Clockwork Wars website is live

We've launched a great new website dedicated to Clockwork Wars, and you can find it here:

You will find lots of information about the game, including artwork and reviews.

We also have an Art Contest running, so if you're interested in the possibility of getting your artwork into the game (and winning $150), please enter!  The deadline for submissions is June 15th.

Saturday, May 10, 2014


After a brief lull, we're moving into our final push of Clockwork Wars development before the Kickstarter launch.  I'm starting to get anxious!

In today's designer diary, I want to talk about Attrition.  In war, attrition refers to a gradual loss of strength and effectiveness of your military presence through the consequence of sustained attack or pressure.  One critical mediator of attrition is supply.  

I always wanted Clockwork Wars to be a (relatively) simple wargame that could still model complex and interesting interactions.  I've tried to keep the "rules of engagement" lean - thus, the one-for-one combat resolution which I've discussed previously. However, I also wanted to include a few wrinkles that would offer players more strategic and tactical options.  As such, supply lines exist in Clockwork Wars, but they don't invoke significant rules overhead.

A tile with your units on it is in supply if it it connected, through a chain of tiles under your control, to either your capital or one of your cities.  If that chain is ever broken, your troops that are out-of-supply must suffer a penalty.
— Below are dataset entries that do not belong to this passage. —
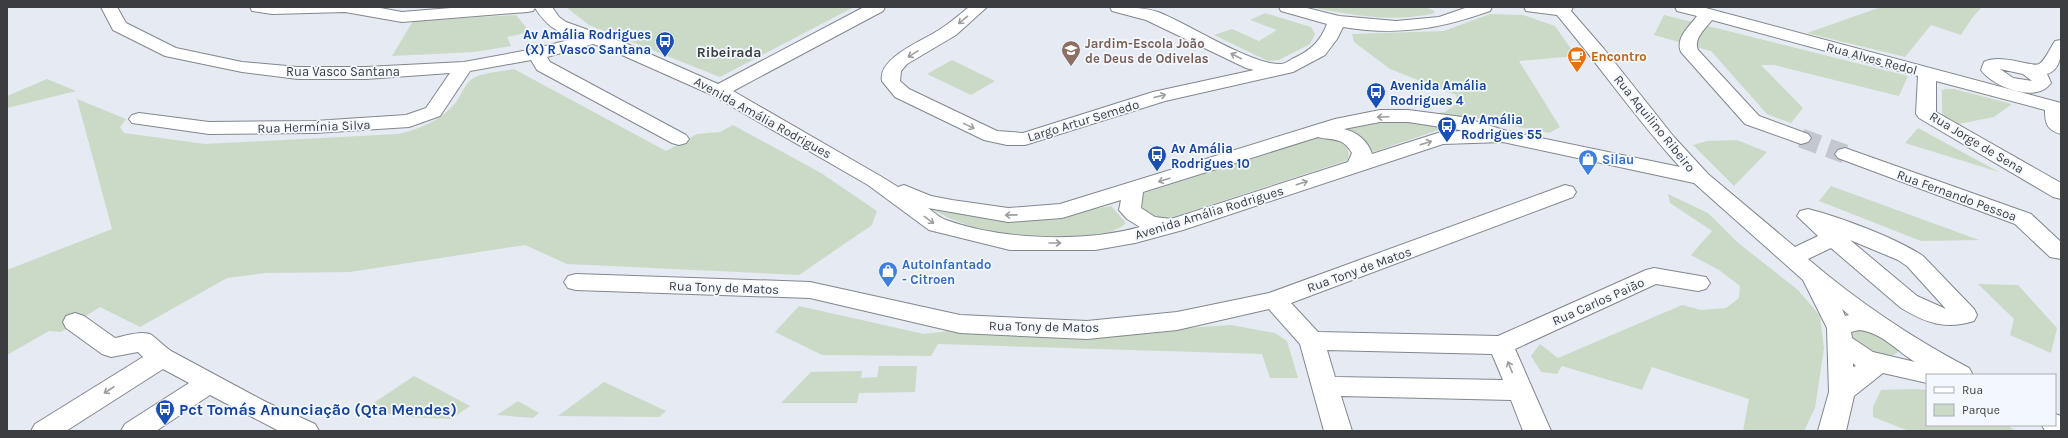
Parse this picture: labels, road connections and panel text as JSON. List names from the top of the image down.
{
  "streets": {
    "street": [
      "Rua Alves Redol",
      "Rua Vasco Santana",
      "Avenida Amália Rodrigues",
      "Largo Artur Semedo",
      "Rua Aquilino Ribeiro",
      "Rua Hermínia Silva",
      "Rua Jorge de Sena",
      "Rua Fernando Pessoa",
      "Rua Tony de Matos",
      "Rua Carlos Paião"
    ]
  },
  "crossings": [
    ["Rua Alves Redol", "Rua Jorge de Sena"],
    ["Rua Vasco Santana", "Avenida Amália Rodrigues"],
    ["Rua Vasco Santana", "Rua Hermínia Silva"],
    ["Avenida Amália Rodrigues", "Rua Aquilino Ribeiro"]
  ],
  "districts": ["Ribeirada"],
  "places": {
    "bus stop": [
      "Av Amália Rodrigues (X) R Vasco Santana",
      "Avenida Amália Rodrigues 4",
      "Av Amália Rodrigues 55",
      "Av Amália Rodrigues 10",
      "Pct Tomás Anunciação (Qta Mendes)"
    ],
    "school or university": ["Jardim-Escola João de Deus de Odivelas"],
    "cafe": ["Encontro"],
    "shop": ["Silau", "AutoInfantado - Citroen"]
  },
  "legend": ["Rua", "Parque"]
}
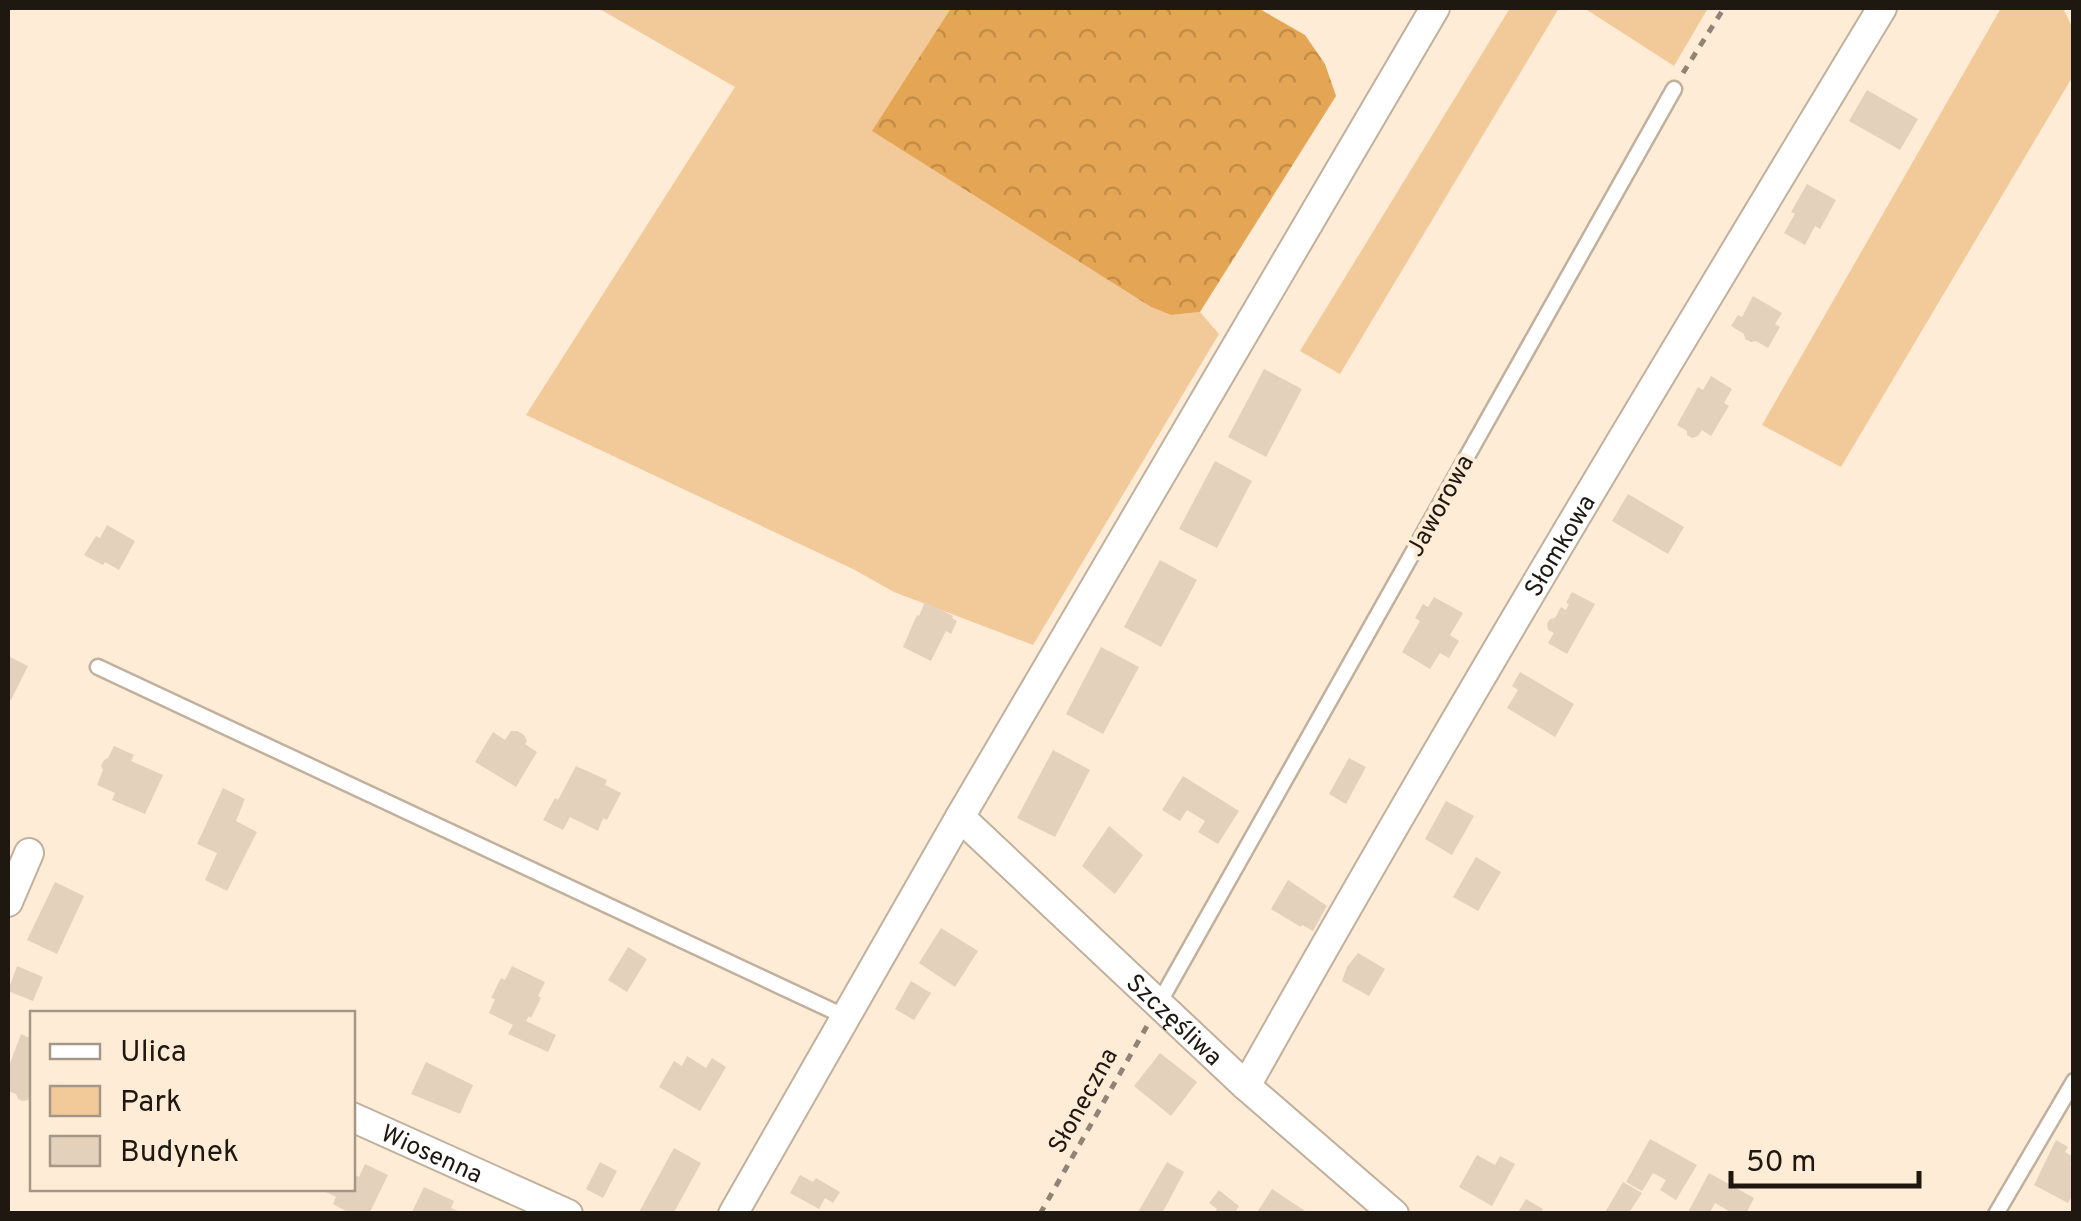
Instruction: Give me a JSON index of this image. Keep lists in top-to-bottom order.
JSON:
{
  "streets": {
    "street": ["Słomkowa", "Szczęśliwa", "Wiosenna"],
    "lane": ["Jaworowa"],
    "path": ["Słoneczna"]
  },
  "crossings": [
    ["Jaworowa", "Szczęśliwa"],
    ["Jaworowa", "Słoneczna"],
    ["Słomkowa", "Szczęśliwa"],
    ["Szczęśliwa", "Słoneczna"]
  ],
  "legend": ["Ulica", "Park", "Budynek"],
  "scale_bar": "50 m"
}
The penalty is straightforward:  you lose a Soldier from every out-of-supply territory at the end of every Combat Phase.

This simple rule can have a powerful influence on military strategy, especially, I have found, during the Middle Age (turns 3-4).  The Early Age (turns 1-2) in Clockwork Wars is often defined by players rushing for territories and saving up Influence Points for that first big Discovery.  There are often skirmishes, but rarely major battles.  However, in the Middle Age, most players have successfully claimed a section of the map - but not shored up their defenses.  There will likely be weaknesses in your opponents' "empires."  And if you can exploit these weaknesses, you'll be in an excellent position to take a significant lead in Victory Points as you move into the Late Age.   

Here's an example of how attrition works in practice.  This is actually an excerpt from my first instruction manual:

Purple hex is a Capital (Jules').
Yellow hexes are Shrines.
Red hexes are Towers.
Green hexes are Forests.
Blue hexes are Lakes.
Brown hexes are Citadels.
White hexes are Villages/Cities.

Hopefully you can see how you need to be vigilant in defending and developing your empire, as soon as you see that your opponents are within striking distance.  I've won (and lost) quite a few games of Clockwork Wars because of Attrition.  

As a final side-note, there's a lovely (and quite cheap) Early Age Religion discovery, Monasticism, that allows you to ignore the effects of Attrition.